> **What is being asked**
Will you give the material below again, every line exactly as it is?
+++ Exercise input
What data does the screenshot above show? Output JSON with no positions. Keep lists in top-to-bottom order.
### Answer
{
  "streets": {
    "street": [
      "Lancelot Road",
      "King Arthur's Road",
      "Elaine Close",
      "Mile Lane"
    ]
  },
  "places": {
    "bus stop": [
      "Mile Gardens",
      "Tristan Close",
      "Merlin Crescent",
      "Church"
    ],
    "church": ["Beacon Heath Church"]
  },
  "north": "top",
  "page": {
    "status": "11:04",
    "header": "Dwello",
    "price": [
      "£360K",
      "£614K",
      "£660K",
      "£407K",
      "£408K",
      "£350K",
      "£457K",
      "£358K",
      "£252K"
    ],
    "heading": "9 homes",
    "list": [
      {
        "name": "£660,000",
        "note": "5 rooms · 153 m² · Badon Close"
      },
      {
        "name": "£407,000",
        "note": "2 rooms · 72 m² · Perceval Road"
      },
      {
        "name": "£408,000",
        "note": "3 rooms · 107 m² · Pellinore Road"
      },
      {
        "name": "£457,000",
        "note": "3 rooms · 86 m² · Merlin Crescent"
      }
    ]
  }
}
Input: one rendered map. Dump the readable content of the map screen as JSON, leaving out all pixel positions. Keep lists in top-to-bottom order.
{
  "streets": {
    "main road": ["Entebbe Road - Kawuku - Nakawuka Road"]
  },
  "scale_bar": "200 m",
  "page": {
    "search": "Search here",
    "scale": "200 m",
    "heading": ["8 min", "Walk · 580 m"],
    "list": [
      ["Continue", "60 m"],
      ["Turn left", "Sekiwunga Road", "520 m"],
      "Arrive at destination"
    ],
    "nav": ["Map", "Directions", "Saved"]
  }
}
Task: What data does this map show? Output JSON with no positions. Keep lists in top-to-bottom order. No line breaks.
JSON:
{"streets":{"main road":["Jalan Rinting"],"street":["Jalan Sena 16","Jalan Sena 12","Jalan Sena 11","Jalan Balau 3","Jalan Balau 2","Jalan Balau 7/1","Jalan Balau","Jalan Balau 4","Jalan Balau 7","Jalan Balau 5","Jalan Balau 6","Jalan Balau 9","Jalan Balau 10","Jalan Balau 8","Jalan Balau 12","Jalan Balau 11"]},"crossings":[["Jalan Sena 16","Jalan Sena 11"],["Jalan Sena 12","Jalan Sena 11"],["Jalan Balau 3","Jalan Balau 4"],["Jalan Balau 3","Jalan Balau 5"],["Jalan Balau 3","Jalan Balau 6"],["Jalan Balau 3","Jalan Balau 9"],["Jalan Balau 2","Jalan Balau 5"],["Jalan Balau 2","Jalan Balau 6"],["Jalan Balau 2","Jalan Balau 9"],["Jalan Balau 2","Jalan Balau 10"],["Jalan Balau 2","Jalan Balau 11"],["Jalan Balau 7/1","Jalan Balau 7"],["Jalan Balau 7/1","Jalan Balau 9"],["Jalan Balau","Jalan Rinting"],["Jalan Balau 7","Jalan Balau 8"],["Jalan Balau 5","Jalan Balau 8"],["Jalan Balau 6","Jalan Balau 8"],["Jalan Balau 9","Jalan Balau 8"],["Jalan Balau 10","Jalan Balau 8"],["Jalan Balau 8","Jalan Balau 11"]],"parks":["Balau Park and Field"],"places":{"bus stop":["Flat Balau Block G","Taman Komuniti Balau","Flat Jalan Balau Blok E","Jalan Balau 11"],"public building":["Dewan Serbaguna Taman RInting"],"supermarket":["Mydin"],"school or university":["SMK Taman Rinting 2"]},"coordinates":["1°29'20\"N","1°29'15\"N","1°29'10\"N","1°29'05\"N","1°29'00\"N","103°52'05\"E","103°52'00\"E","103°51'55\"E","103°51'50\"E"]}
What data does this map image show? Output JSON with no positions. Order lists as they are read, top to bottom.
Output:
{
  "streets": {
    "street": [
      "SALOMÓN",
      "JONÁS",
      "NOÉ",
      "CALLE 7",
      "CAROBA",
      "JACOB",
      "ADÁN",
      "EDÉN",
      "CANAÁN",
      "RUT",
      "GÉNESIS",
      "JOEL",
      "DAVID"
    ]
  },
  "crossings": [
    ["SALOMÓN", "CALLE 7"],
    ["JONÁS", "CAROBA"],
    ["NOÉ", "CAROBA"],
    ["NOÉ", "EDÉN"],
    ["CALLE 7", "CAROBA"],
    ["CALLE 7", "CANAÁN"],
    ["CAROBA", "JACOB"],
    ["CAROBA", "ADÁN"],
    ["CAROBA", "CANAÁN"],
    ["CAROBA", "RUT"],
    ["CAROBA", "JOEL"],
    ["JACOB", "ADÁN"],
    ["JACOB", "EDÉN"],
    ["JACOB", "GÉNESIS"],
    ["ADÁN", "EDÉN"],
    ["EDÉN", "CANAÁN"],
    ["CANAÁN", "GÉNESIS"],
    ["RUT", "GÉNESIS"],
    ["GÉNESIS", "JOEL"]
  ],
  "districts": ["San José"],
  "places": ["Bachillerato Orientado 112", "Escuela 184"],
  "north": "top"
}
++++++
> **Expected output**
What data does the screenshot above show? Output JSON with no positions. Keep lists in top-to-bottom order.
### Answer
{
  "streets": {
    "street": [
      "Lancelot Road",
      "King Arthur's Road",
      "Elaine Close",
      "Mile Lane"
    ]
  },
  "places": {
    "bus stop": [
      "Mile Gardens",
      "Tristan Close",
      "Merlin Crescent",
      "Church"
    ],
    "church": ["Beacon Heath Church"]
  },
  "north": "top",
  "page": {
    "status": "11:04",
    "header": "Dwello",
    "price": [
      "£360K",
      "£614K",
      "£660K",
      "£407K",
      "£408K",
      "£350K",
      "£457K",
      "£358K",
      "£252K"
    ],
    "heading": "9 homes",
    "list": [
      {
        "name": "£660,000",
        "note": "5 rooms · 153 m² · Badon Close"
      },
      {
        "name": "£407,000",
        "note": "2 rooms · 72 m² · Perceval Road"
      },
      {
        "name": "£408,000",
        "note": "3 rooms · 107 m² · Pellinore Road"
      },
      {
        "name": "£457,000",
        "note": "3 rooms · 86 m² · Merlin Crescent"
      }
    ]
  }
}
Input: one rendered map. Dump the readable content of the map screen as JSON, leaving out all pixel positions. Keep lists in top-to-bottom order.
{
  "streets": {
    "main road": ["Entebbe Road - Kawuku - Nakawuka Road"]
  },
  "scale_bar": "200 m",
  "page": {
    "search": "Search here",
    "scale": "200 m",
    "heading": ["8 min", "Walk · 580 m"],
    "list": [
      ["Continue", "60 m"],
      ["Turn left", "Sekiwunga Road", "520 m"],
      "Arrive at destination"
    ],
    "nav": ["Map", "Directions", "Saved"]
  }
}
Task: What data does this map show? Output JSON with no positions. Keep lists in top-to-bottom order. No line breaks.
JSON:
{"streets":{"main road":["Jalan Rinting"],"street":["Jalan Sena 16","Jalan Sena 12","Jalan Sena 11","Jalan Balau 3","Jalan Balau 2","Jalan Balau 7/1","Jalan Balau","Jalan Balau 4","Jalan Balau 7","Jalan Balau 5","Jalan Balau 6","Jalan Balau 9","Jalan Balau 10","Jalan Balau 8","Jalan Balau 12","Jalan Balau 11"]},"crossings":[["Jalan Sena 16","Jalan Sena 11"],["Jalan Sena 12","Jalan Sena 11"],["Jalan Balau 3","Jalan Balau 4"],["Jalan Balau 3","Jalan Balau 5"],["Jalan Balau 3","Jalan Balau 6"],["Jalan Balau 3","Jalan Balau 9"],["Jalan Balau 2","Jalan Balau 5"],["Jalan Balau 2","Jalan Balau 6"],["Jalan Balau 2","Jalan Balau 9"],["Jalan Balau 2","Jalan Balau 10"],["Jalan Balau 2","Jalan Balau 11"],["Jalan Balau 7/1","Jalan Balau 7"],["Jalan Balau 7/1","Jalan Balau 9"],["Jalan Balau","Jalan Rinting"],["Jalan Balau 7","Jalan Balau 8"],["Jalan Balau 5","Jalan Balau 8"],["Jalan Balau 6","Jalan Balau 8"],["Jalan Balau 9","Jalan Balau 8"],["Jalan Balau 10","Jalan Balau 8"],["Jalan Balau 8","Jalan Balau 11"]],"parks":["Balau Park and Field"],"places":{"bus stop":["Flat Balau Block G","Taman Komuniti Balau","Flat Jalan Balau Blok E","Jalan Balau 11"],"public building":["Dewan Serbaguna Taman RInting"],"supermarket":["Mydin"],"school or university":["SMK Taman Rinting 2"]},"coordinates":["1°29'20\"N","1°29'15\"N","1°29'10\"N","1°29'05\"N","1°29'00\"N","103°52'05\"E","103°52'00\"E","103°51'55\"E","103°51'50\"E"]}
What data does this map image show? Output JSON with no positions. Order lists as they are read, top to bottom.
Output:
{
  "streets": {
    "street": [
      "SALOMÓN",
      "JONÁS",
      "NOÉ",
      "CALLE 7",
      "CAROBA",
      "JACOB",
      "ADÁN",
      "EDÉN",
      "CANAÁN",
      "RUT",
      "GÉNESIS",
      "JOEL",
      "DAVID"
    ]
  },
  "crossings": [
    ["SALOMÓN", "CALLE 7"],
    ["JONÁS", "CAROBA"],
    ["NOÉ", "CAROBA"],
    ["NOÉ", "EDÉN"],
    ["CALLE 7", "CAROBA"],
    ["CALLE 7", "CANAÁN"],
    ["CAROBA", "JACOB"],
    ["CAROBA", "ADÁN"],
    ["CAROBA", "CANAÁN"],
    ["CAROBA", "RUT"],
    ["CAROBA", "JOEL"],
    ["JACOB", "ADÁN"],
    ["JACOB", "EDÉN"],
    ["JACOB", "GÉNESIS"],
    ["ADÁN", "EDÉN"],
    ["EDÉN", "CANAÁN"],
    ["CANAÁN", "GÉNESIS"],
    ["RUT", "GÉNESIS"],
    ["GÉNESIS", "JOEL"]
  ],
  "districts": ["San José"],
  "places": ["Bachillerato Orientado 112", "Escuela 184"],
  "north": "top"
}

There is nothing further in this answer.